*Exercise directions*
Return each line of the data below that contains the string "Ankara".

*Exercise data*
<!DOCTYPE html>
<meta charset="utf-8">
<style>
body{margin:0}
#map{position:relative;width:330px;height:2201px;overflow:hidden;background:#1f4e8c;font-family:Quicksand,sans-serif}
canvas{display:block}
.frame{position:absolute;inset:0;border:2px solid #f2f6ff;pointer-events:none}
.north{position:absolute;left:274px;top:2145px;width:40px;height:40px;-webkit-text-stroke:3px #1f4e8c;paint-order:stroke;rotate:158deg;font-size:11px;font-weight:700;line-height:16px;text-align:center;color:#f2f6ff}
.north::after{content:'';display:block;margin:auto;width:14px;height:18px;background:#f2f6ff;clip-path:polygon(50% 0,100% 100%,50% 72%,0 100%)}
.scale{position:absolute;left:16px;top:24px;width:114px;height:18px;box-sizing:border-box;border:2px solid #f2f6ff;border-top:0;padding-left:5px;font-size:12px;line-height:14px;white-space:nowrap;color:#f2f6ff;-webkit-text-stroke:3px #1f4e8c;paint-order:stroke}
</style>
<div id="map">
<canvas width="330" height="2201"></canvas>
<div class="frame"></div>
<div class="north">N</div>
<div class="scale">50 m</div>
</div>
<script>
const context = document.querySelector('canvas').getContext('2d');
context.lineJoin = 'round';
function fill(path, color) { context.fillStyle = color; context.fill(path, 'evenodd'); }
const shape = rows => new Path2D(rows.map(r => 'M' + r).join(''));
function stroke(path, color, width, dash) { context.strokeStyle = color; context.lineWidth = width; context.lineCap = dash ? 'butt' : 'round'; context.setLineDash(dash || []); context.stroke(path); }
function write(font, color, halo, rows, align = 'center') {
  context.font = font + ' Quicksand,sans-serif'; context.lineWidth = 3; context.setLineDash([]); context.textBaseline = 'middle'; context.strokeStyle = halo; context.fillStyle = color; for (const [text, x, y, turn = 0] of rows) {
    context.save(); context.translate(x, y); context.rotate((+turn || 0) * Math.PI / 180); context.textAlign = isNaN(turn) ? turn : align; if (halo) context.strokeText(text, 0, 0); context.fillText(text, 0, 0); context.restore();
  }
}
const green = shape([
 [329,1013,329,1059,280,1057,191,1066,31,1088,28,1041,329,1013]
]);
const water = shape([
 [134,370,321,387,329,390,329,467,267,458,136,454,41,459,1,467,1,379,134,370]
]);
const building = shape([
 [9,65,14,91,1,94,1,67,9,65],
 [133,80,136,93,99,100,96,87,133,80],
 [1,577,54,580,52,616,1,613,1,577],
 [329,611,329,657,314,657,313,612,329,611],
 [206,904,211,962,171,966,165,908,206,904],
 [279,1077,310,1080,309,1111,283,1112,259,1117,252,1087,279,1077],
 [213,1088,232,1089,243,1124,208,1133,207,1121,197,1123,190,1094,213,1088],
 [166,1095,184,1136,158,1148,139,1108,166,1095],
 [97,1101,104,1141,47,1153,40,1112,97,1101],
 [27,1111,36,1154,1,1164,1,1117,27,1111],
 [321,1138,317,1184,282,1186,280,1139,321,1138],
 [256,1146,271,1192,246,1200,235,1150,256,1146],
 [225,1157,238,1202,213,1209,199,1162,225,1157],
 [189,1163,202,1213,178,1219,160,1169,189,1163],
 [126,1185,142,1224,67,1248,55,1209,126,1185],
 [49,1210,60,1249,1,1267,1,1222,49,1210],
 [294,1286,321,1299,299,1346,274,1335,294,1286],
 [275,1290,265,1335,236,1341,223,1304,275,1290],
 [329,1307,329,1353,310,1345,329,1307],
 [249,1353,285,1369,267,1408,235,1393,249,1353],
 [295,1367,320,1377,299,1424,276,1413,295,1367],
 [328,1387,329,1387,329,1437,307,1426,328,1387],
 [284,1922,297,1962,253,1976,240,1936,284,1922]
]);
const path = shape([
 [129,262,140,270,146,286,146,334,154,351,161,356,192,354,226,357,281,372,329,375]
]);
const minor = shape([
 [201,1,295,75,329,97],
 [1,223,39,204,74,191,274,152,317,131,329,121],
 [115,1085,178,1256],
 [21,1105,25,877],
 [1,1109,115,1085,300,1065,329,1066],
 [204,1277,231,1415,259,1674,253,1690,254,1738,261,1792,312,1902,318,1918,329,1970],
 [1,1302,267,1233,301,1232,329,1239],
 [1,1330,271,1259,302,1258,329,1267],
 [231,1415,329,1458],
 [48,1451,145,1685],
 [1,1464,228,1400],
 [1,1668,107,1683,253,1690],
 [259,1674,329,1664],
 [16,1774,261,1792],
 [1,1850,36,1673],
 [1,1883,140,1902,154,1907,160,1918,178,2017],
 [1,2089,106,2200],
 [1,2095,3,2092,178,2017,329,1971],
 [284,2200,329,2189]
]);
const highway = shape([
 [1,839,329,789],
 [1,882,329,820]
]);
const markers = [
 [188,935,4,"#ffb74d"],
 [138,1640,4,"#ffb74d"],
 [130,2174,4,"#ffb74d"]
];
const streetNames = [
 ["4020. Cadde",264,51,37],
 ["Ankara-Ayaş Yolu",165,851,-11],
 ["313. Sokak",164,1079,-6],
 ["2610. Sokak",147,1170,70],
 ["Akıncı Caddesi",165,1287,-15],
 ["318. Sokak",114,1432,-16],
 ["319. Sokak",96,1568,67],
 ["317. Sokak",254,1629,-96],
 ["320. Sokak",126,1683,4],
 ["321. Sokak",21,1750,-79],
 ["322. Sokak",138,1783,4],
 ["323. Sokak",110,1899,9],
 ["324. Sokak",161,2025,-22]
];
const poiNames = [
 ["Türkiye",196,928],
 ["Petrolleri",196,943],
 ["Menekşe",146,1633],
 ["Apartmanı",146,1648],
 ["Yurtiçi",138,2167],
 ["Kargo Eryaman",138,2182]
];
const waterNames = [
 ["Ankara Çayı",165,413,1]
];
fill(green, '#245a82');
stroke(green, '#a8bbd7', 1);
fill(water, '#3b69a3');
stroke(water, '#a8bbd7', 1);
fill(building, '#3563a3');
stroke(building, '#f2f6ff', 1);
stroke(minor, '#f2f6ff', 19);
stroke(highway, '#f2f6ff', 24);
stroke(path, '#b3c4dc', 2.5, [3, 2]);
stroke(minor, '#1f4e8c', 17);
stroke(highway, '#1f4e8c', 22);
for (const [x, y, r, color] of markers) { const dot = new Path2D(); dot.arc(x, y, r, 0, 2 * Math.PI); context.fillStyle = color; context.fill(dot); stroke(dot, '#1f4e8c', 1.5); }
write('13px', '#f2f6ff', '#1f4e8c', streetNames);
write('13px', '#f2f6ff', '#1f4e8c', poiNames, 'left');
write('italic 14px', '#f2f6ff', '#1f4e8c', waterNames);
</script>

*Response to this exercise*
 ["Ankara-Ayaş Yolu",165,851,-11],
 ["Ankara Çayı",165,413,1]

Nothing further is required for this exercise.